Remember how I said earlier that I judge because I want and hope and wish to be a worthwhile person? I think that, in order to have the log/plank taken out of my eye, I have to realize that I am not. I am not worthwhile, I am not perfectly adequate or even a little bit adequate, I am the worst of all the people in the whole wide universe. I say that not to be hyperbolic or dramatic or exaggeratory; I say it because I am. I wish I wasn't but I am. 


When He saves my life, Jesus takes out the plank from my eye, He makes me clean and not sloppy, He makes me warm, and He makes me His. And that's all that I could ever hope to be because that's better than being an adequate person. It's being in the presence of the One who decided one day to invent daffodils just because He could and that is incredible. 


So. God, being the great intercessor (that's the specific wording used to describe Him in the dream), takes the plank out of my eye. He takes it out cleanly and then makes sure to carefully take out any splinters or remaining wood paraphernalia around my ocular area. 

He can't take it out until I let my guard down and realize that I am not qualified to judge people, even if I really don't like what they're doing. I don't know their whole story. When I know that I am the worst of these sinners and am deeply regretful and aware of it and know that the only way that I can do anything even remotely good is by Him, Jesus comes to make me a different person: a nice person who genuinely cares about people instead of just the information that they can give me. And then I don't need to judge. Because I'm made new and clean and I'm fine. And what other people are up to becomes so much less relevant to me. I have no reason to try to push myself up because I'm as content as I can be just where I am. 

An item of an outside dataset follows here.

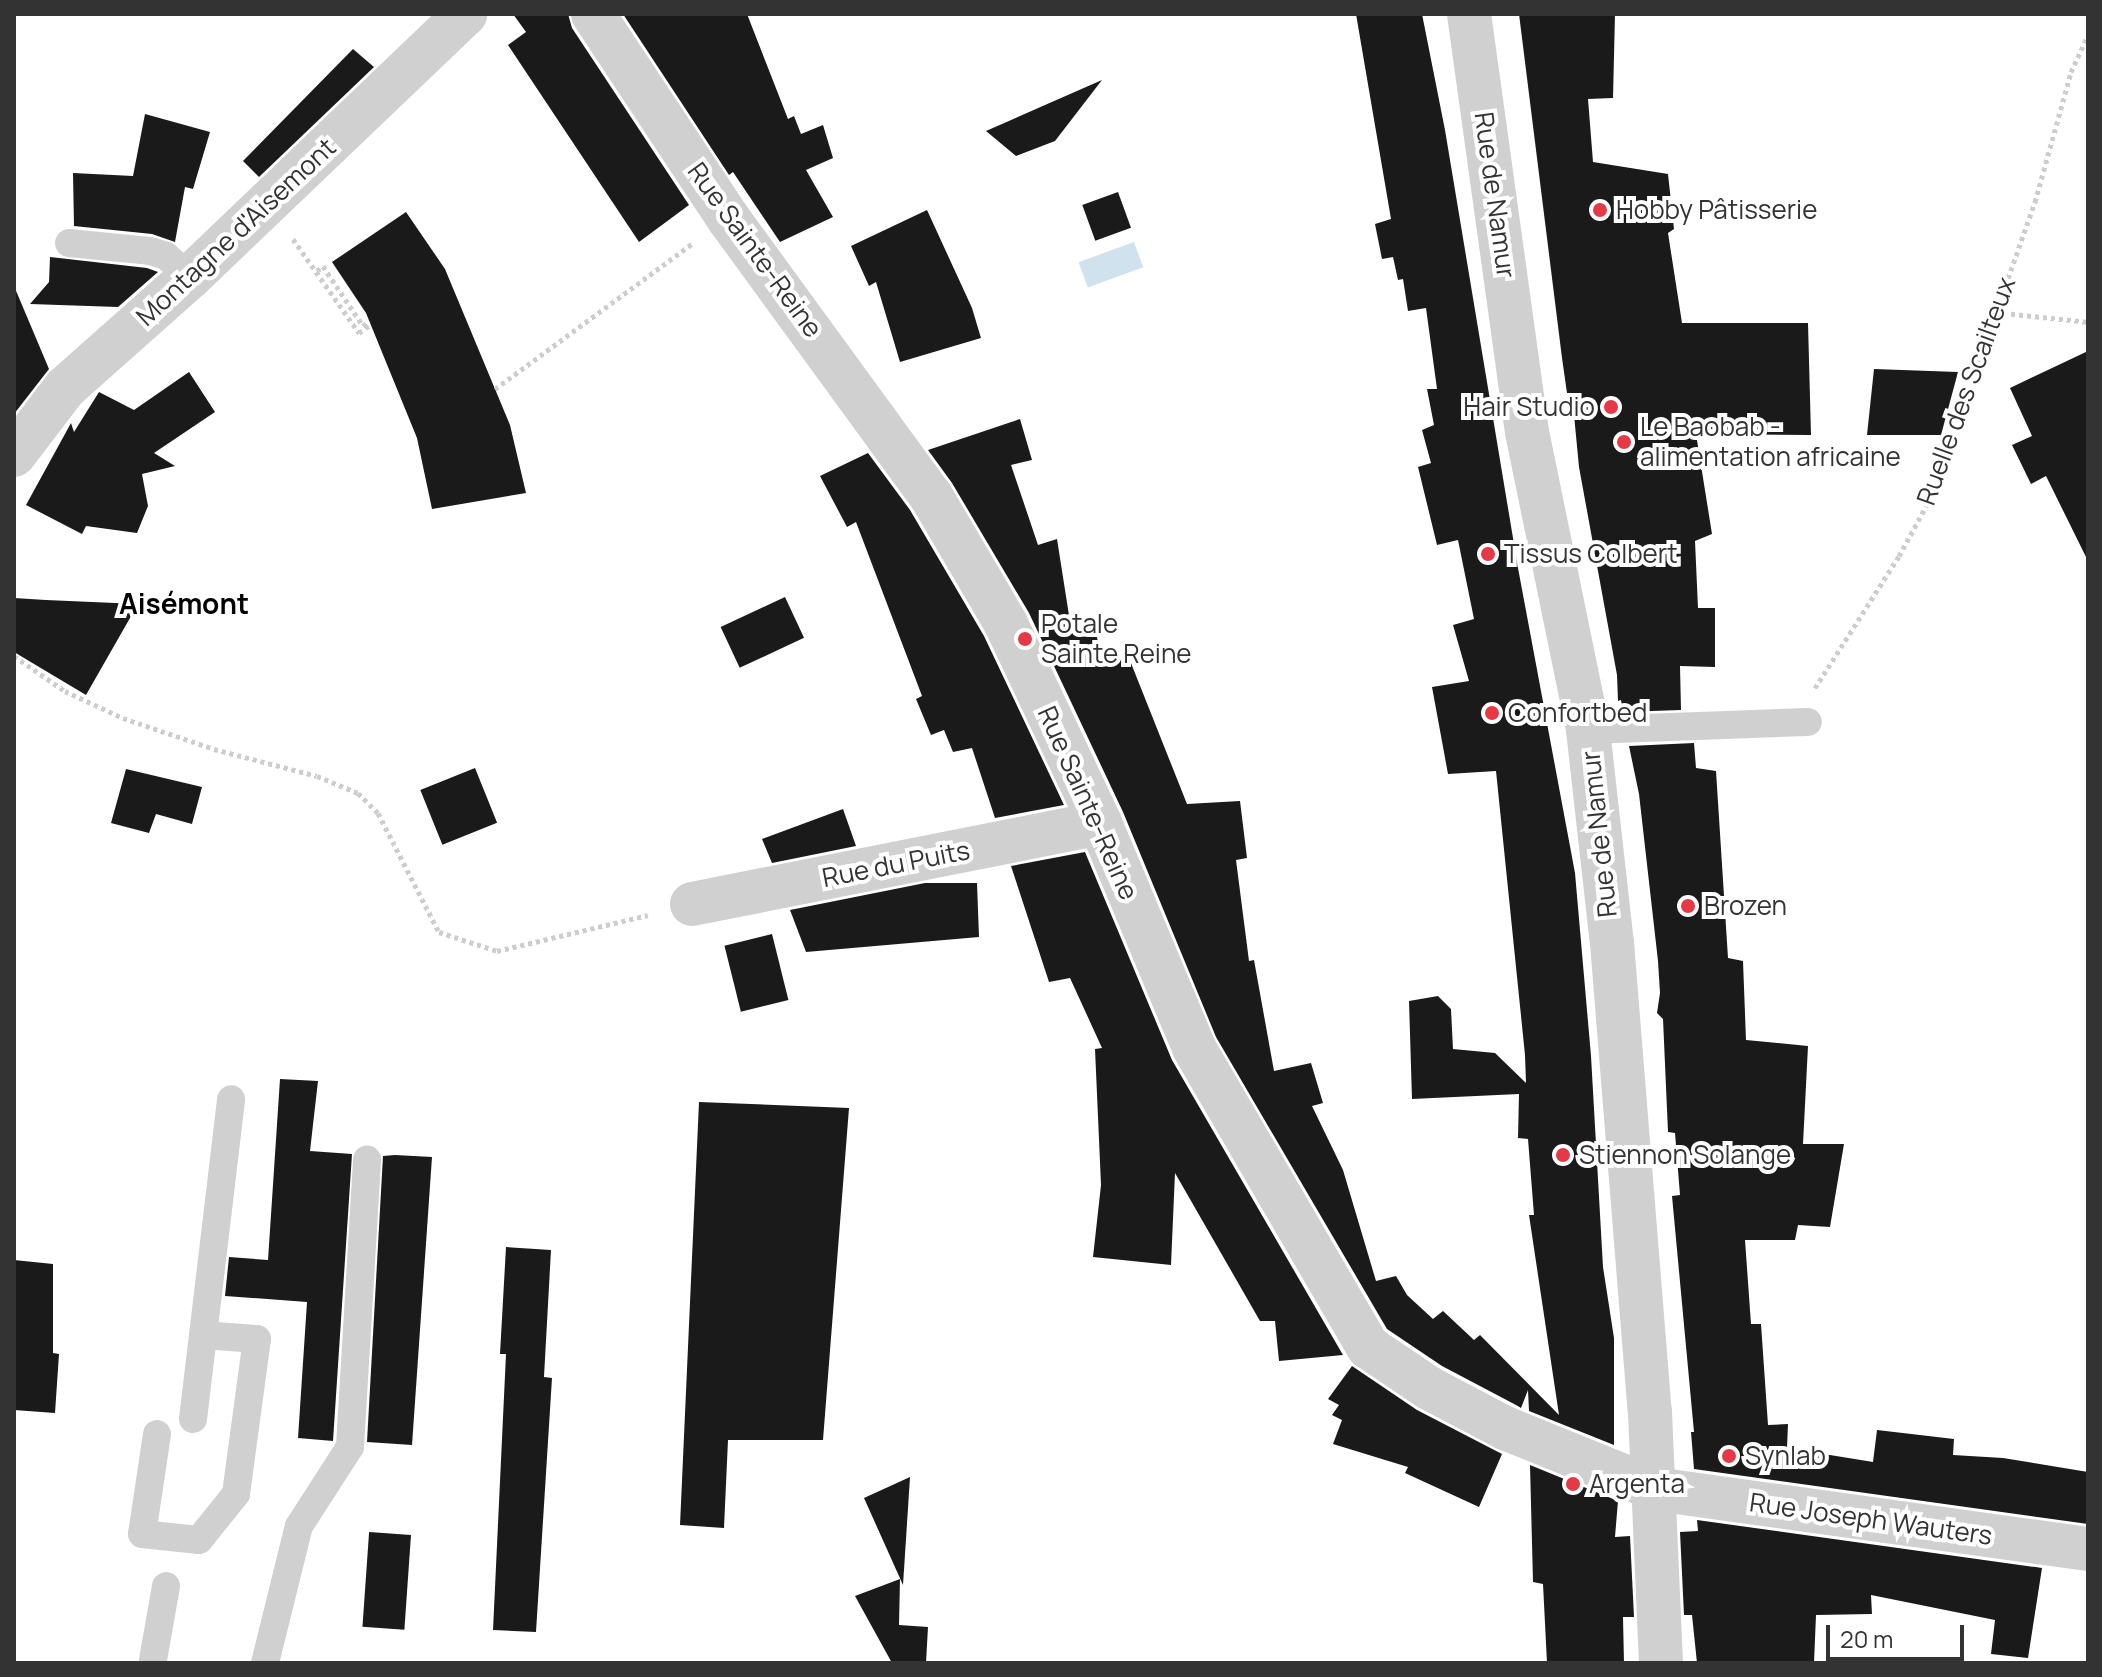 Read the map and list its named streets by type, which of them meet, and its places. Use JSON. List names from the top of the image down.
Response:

I know that it's Christmastime right now and this post is not about Christmas, and I almost decided to save it and post it later when there are no Yuletide celebrations going on, but then I decided to, because I have a plank in my eye all the time: January through December. I was at Walmart the other day observing the franticness of everyone scrambling to pick up cheap presents for people in their lives (was I buying presents? Nope. I was buying mascara and milk), and I was most definitely judging everyone. I was judging the checkout woman who also works at Harcombe, and I was judging the overweight man wearing three separate camouflage articles of clothing, and I was judging the lady in line in front of me for not being able to make her baby quiet. And that's just terrible. I like babies so I don't know why I was being so vindictive towards her in my head. None of those people did anything to me to deserve my judgment....nd then I dreamed about blogging about this so I just had to. So here we are.